We also desperately need systemic change to ensure that all youth have access to mental health care. As it stands, our mental healthcare system is not serving everyone equally, and oftentimes, the youth who need and want mental health care the most aren’t able to receive it. In the long term, policymakers must prioritize expanding access to public-funded mental health programs and culturally competent providers. This includes incentivizing the recruitment of a more robust mental health workforce that better reflects the diversity of our country’s young people and actively engaging community stakeholders who have lived experience before offering response strategies aimed at benefiting their communities.
In the short term, we need to continue investing in emerging technologies like telehealth and digital therapeutics that lower costs and help break down long-standing barriers to care like geographic disparities. States across the country should also develop licensing policies that allow mental health providers to treat youth under 18 without parental permission and across state lines. Significant progress was made on this front during COVID-19 as more and more people leaned into digital health, but we need to adopt and expand these solutions long-term so that all LGBTQ youth, regardless of where they live and who they live with, can access the affirming care they need.

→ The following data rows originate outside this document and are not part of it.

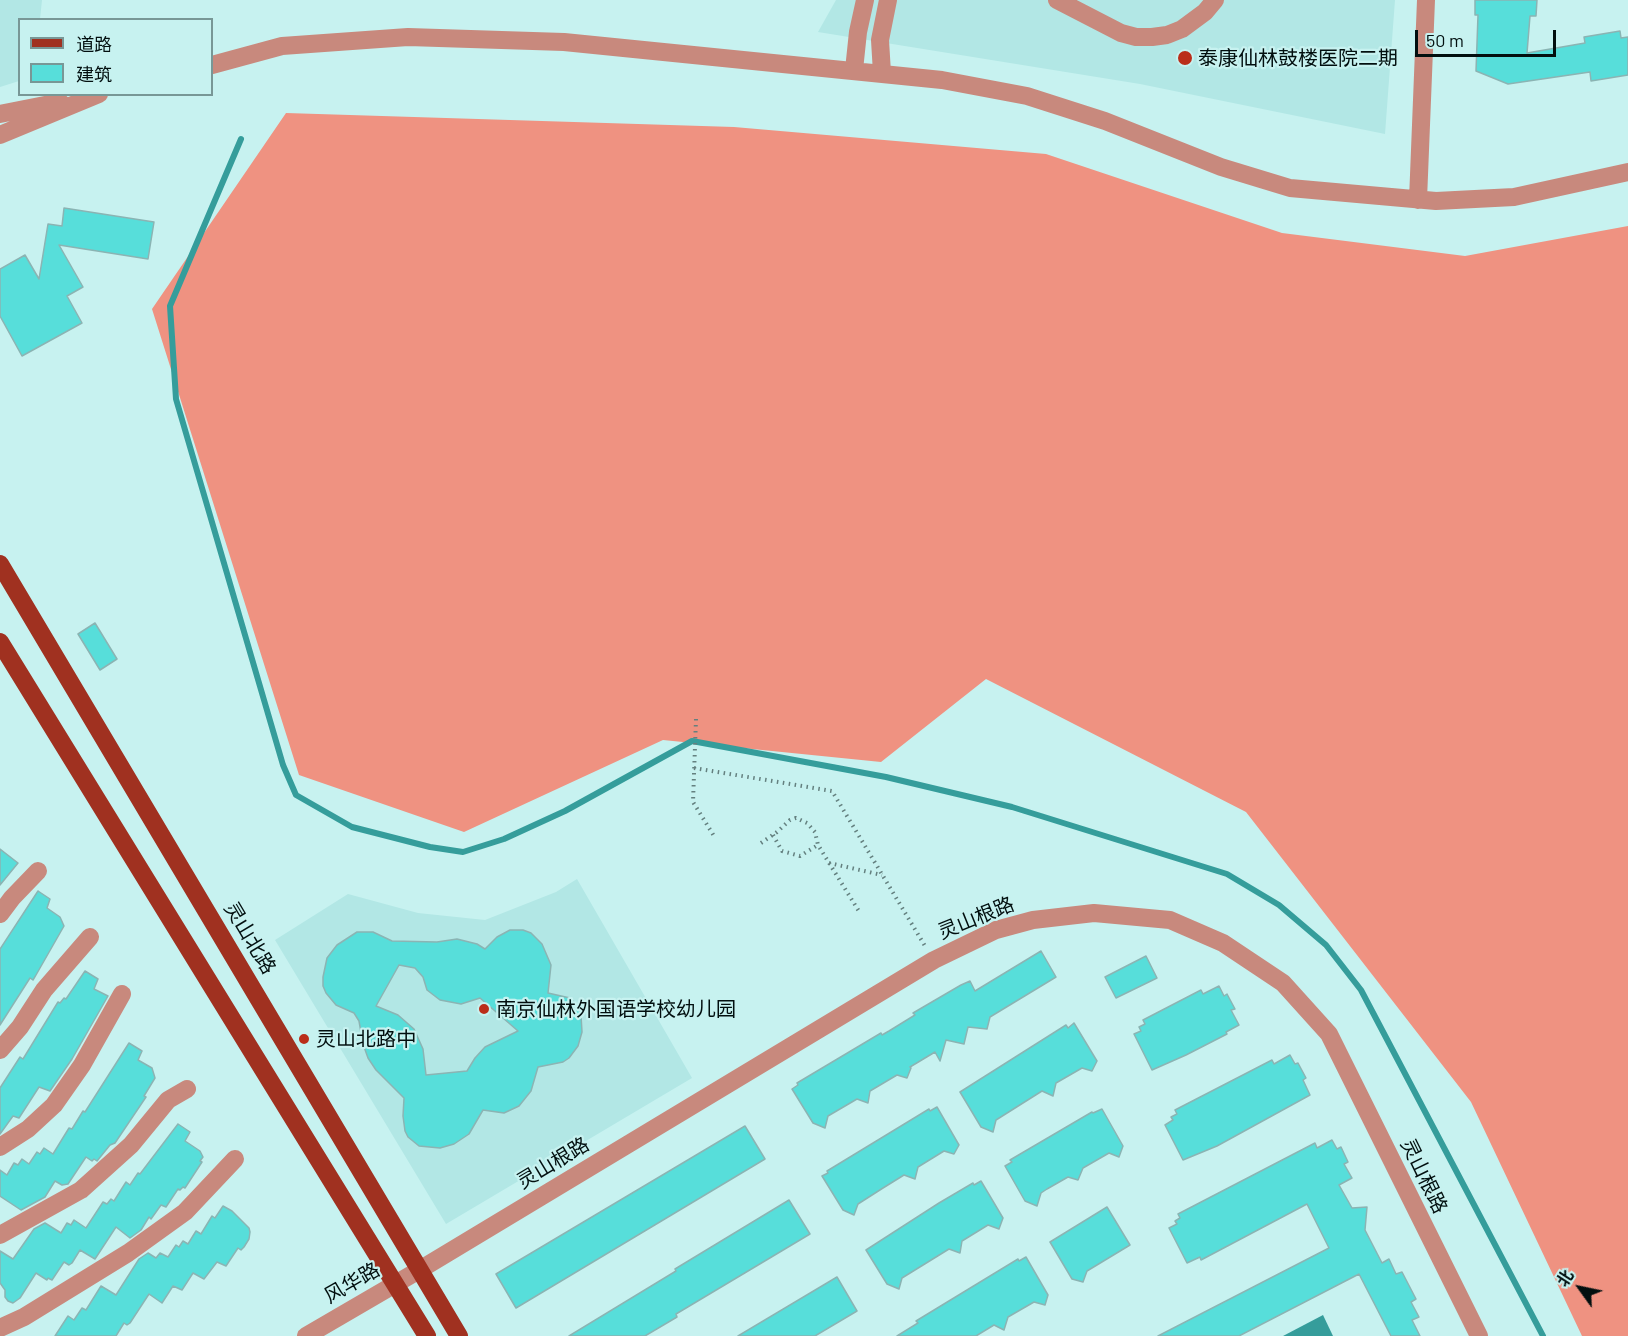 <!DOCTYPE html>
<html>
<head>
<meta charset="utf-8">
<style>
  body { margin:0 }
  #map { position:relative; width:1628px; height:1336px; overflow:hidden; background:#c7f2f0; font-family:Barlow,"Noto Sans SC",sans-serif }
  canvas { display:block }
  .legend { position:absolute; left:18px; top:18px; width:195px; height:78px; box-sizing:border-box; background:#c7f2f0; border:2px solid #789796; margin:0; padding:8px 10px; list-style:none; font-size:18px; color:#020f0f }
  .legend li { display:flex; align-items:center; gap:12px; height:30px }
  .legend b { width:30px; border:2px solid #789796 }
  .north { position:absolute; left:1550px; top:1258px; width:60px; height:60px; -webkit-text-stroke:4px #c7f2f0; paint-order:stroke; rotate:303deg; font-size:16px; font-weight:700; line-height:24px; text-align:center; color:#020f0f }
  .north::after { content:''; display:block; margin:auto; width:21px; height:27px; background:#020f0f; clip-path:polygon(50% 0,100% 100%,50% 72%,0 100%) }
  .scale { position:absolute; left:1415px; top:30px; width:141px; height:27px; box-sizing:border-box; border:3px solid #020f0f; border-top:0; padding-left:8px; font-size:18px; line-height:21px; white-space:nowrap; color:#020f0f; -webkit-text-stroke:4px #c7f2f0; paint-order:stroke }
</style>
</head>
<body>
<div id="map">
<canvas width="1628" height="1336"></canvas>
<ul class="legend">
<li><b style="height:8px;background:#a03120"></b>道路</li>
<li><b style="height:16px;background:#57deda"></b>建筑</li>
</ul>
<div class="north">北</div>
<div class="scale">50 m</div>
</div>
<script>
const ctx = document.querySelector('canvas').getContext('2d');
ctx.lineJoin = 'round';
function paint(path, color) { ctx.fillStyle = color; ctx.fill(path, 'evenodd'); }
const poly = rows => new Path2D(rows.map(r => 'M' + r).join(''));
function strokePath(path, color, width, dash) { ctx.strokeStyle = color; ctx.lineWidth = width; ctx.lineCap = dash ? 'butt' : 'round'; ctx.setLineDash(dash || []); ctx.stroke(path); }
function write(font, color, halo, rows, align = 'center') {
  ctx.font = font + ' Barlow,"Noto Sans SC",sans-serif'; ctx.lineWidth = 4.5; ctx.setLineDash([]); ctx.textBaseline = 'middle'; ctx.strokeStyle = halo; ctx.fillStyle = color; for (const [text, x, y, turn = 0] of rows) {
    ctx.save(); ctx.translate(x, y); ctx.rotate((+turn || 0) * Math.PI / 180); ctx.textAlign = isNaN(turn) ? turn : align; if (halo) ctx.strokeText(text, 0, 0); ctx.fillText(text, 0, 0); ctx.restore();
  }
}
const built = poly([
  [0,0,42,0,40,19,20,20,19,81,0,87],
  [836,0,1395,0,1385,134,1140,84,818,32],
  [577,879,692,1078,446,1224,275,940,348,894,418,913,485,920,556,892]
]);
const forest = poly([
  [286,113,734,127,1046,154,1282,233,1465,256,1628,226,1628,1336,1582,1336,1471,1102,1246,812,986,679,881,762,663,740,464,832,299,775,152,309]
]);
const water = poly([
  [1323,1315,1333,1336,1283,1336]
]);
const stream = poly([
  [241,139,170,306,176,399,283,765,296,795,352,827,430,847,463,852,504,839,565,811,692,741,886,777,1012,807,1227,874,1279,905,1326,945,1361,990,1543,1336]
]);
const building = poly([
  [1475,0,1537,0,1536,16,1530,16,1527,53,1585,43,1584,37,1620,31,1621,38,1628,37,1628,75,1591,81,1590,72,1508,84,1476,71,1478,15,1475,15,1475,0],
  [64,208,154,222,148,259,59,245,83,287,67,296,82,323,22,356,0,316,0,269,25,255,39,279,48,224,62,226,64,208],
  [95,623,117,659,100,670,78,634,95,623],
  [0,849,18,863,0,885,0,849],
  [38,891,50,899,47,908,60,917,64,926,36,975,33,980,30,978,0,1025,0,949,38,891],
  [510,930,523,930,531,933,542,944,551,965,548,993,570,998,578,1006,581,1015,582,1032,578,1046,569,1058,563,1062,538,1067,531,1091,519,1106,504,1113,483,1110,469,1134,454,1144,440,1148,419,1146,408,1137,405,1131,403,1116,404,1098,376,1070,368,1058,363,1044,359,1021,354,1013,336,1005,326,993,323,986,323,977,327,958,337,945,357,932,373,932,392,941,437,942,457,939,477,944,485,949,497,937,510,930],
  [399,965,415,968,423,977,427,990,440,1000,461,1004,480,998,518,1031,485,1047,475,1058,467,1071,426,1075,423,1049,414,1029,398,1015,376,1006,399,965],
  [1041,951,1056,977,990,1017,987,1029,968,1027,964,1044,946,1040,940,1061,935,1052,910,1067,911,1068,907,1078,897,1075,870,1091,868,1103,857,1099,828,1116,825,1128,813,1123,792,1089,798,1085,797,1083,881,1033,882,1035,889,1031,915,1015,913,1013,961,985,970,981,975,991,1041,951],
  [1146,956,1157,978,1116,998,1105,977,1146,956],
  [85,971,98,979,94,989,108,996,72,1059,50,1091,39,1087,19,1118,13,1116,0,1134,0,1088,20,1057,23,1059,58,1002,60,1003,64,998,66,999,85,971],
  [1219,986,1224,996,1227,994,1235,1009,1231,1010,1239,1025,1226,1032,1227,1034,1186,1055,1152,1070,1134,1034,1141,1031,1139,1027,1145,1024,1143,1020,1201,990,1203,994,1219,986],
  [1074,1023,1097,1061,1092,1071,1082,1068,1056,1083,1053,1096,1042,1091,996,1120,993,1132,981,1127,960,1092,1066,1025,1068,1028,1074,1023],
  [129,1043,142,1051,138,1060,152,1068,155,1078,144,1096,146,1097,115,1143,110,1145,97,1161,94,1159,92,1161,86,1157,68,1184,62,1185,55,1181,45,1197,21,1210,0,1196,0,1170,7,1175,14,1163,18,1165,22,1159,29,1164,37,1152,40,1154,44,1148,53,1154,69,1128,72,1129,83,1111,85,1112,129,1043],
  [1290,1055,1295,1064,1298,1063,1306,1078,1303,1080,1310,1095,1217,1146,1183,1160,1165,1125,1173,1120,1171,1117,1177,1114,1175,1110,1272,1060,1274,1064,1290,1055],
  [937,1107,959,1145,954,1154,944,1151,918,1167,915,1179,904,1175,883,1188,858,1204,854,1215,843,1210,822,1176,828,1173,827,1171,929,1109,930,1111,937,1107],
  [1102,1109,1123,1146,1119,1157,1109,1153,1083,1168,1078,1180,1068,1177,1047,1189,1041,1193,1037,1206,1025,1201,1005,1166,1012,1162,1010,1160,1092,1112,1093,1113,1102,1109],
  [178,1124,190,1132,185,1141,200,1151,203,1157,200,1161,202,1162,185,1188,183,1187,180,1190,178,1189,166,1207,161,1205,151,1219,149,1217,141,1230,130,1238,116,1227,95,1259,80,1250,72,1263,69,1265,64,1262,52,1280,48,1278,47,1280,36,1273,20,1298,13,1303,8,1301,5,1297,5,1290,0,1283,0,1251,13,1259,34,1229,45,1223,61,1233,67,1223,71,1225,74,1220,86,1228,103,1202,107,1204,111,1199,114,1201,126,1182,130,1185,138,1173,140,1174,178,1124],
  [745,1126,765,1159,516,1308,496,1274,745,1126],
  [1332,1140,1337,1149,1341,1147,1348,1162,1344,1164,1352,1178,1339,1185,1352,1208,1367,1207,1365,1230,1382,1263,1389,1259,1396,1274,1402,1272,1416,1299,1411,1302,1419,1317,1412,1320,1420,1336,1391,1336,1359,1274,1239,1336,1158,1336,1329,1248,1307,1204,1201,1260,1200,1257,1187,1263,1169,1228,1177,1224,1175,1221,1180,1218,1178,1214,1315,1143,1317,1148,1332,1140],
  [981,1181,1003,1218,999,1229,988,1225,962,1241,960,1253,949,1249,902,1278,899,1289,887,1284,866,1250,939,1203,973,1183,974,1185,981,1181],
  [789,1200,810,1234,676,1314,677,1317,645,1336,569,1336,676,1271,675,1269,789,1200],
  [223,1206,232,1211,249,1228,250,1232,249,1239,244,1247,241,1250,238,1248,226,1266,217,1262,204,1279,193,1273,182,1290,173,1286,162,1303,149,1294,130,1323,127,1325,124,1323,116,1336,55,1336,68,1316,74,1320,82,1308,86,1310,101,1286,116,1295,139,1259,148,1253,156,1258,160,1253,168,1257,176,1245,179,1247,183,1241,188,1244,196,1231,201,1234,212,1216,215,1218,223,1206],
  [1107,1207,1130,1245,1087,1271,1083,1282,1072,1279,1050,1242,1107,1207],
  [1026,1257,1048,1295,1045,1305,1034,1302,1008,1317,1004,1330,994,1325,976,1336,897,1336,918,1323,916,1321,1018,1259,1019,1261,1026,1257],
  [837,1277,857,1311,815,1336,738,1336,837,1277]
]);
const path = poly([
  [696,719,693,802,714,836],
  [694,768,832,791,925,946],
  [773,835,782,851,800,856,818,845],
  [761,843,777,832,790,820,796,818,807,823,815,832,818,845,860,913],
  [829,863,882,875]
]);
const minor = poly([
  [1057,0,1121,33,1136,37,1152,37,1167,35,1182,29,1205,12,1215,0],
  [212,65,282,46,408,37,564,42,942,80,1027,96,1105,121,1221,167,1290,188,1436,201,1514,197,1628,172],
  [854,70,858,32,865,0],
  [882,73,880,40,888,0],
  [0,114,60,102],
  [0,135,99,94],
  [1418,200,1426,0],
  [0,914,12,898,38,871],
  [0,1050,20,1027,44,990,90,937],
  [0,1147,28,1129,54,1105,82,1065,122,994],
  [0,1235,81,1190,131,1145,168,1100,187,1089],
  [0,1328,24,1317,128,1253,185,1212,235,1159],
  [306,1336,421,1269,934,960,996,930,1033,920,1094,913,1170,920,1223,943,1283,983,1329,1034,1479,1336]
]);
const major = poly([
  [0,564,459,1336],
  [0,642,427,1336]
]);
const markers = [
  [1185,58,8,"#ba2e1a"],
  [484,1009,6,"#ba2e1a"],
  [304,1039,6,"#ba2e1a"]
];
const poiNames = [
  ["泰康仙林鼓楼医院二期",1198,58],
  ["南京仙林外国语学校幼儿园",496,1009],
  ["灵山北路中",316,1039]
];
const streetNames = [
  ["灵山根路",976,918,-22],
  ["灵山北路",250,938,59],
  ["灵山根路",553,1163,-31],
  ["灵山根路",1424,1176,64],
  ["风华路",352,1283,-30]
];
paint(built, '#b2e7e5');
paint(forest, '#ef9281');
paint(water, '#359d9b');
strokePath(stream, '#359d9b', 6);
paint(building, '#57deda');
strokePath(building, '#8bb4b3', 1.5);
strokePath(path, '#64807f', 4, [1.5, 4.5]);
strokePath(minor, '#c8897d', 18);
strokePath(major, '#a03120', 18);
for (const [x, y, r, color] of markers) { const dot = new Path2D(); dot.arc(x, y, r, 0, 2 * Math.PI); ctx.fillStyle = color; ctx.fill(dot); strokePath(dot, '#c7f2f0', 2); }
write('20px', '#020f0f', '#c7f2f0', poiNames, 'left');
write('20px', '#020f0f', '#c7f2f0', streetNames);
</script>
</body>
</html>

Establishing a mental health care system that is equitable and effective will not be simple—it will require robust public funding and a wide variety of policy changes aimed at eliminating structural barriers. However, these changes are long overdue and could have a crucial impact on saving young LGBTQ lives. And on an individual level, we must all work together to advocate for LGBTQ-inclusive policies, programs, and practices, while actively confronting mental health stigma and helping to reduce fears around asking for help.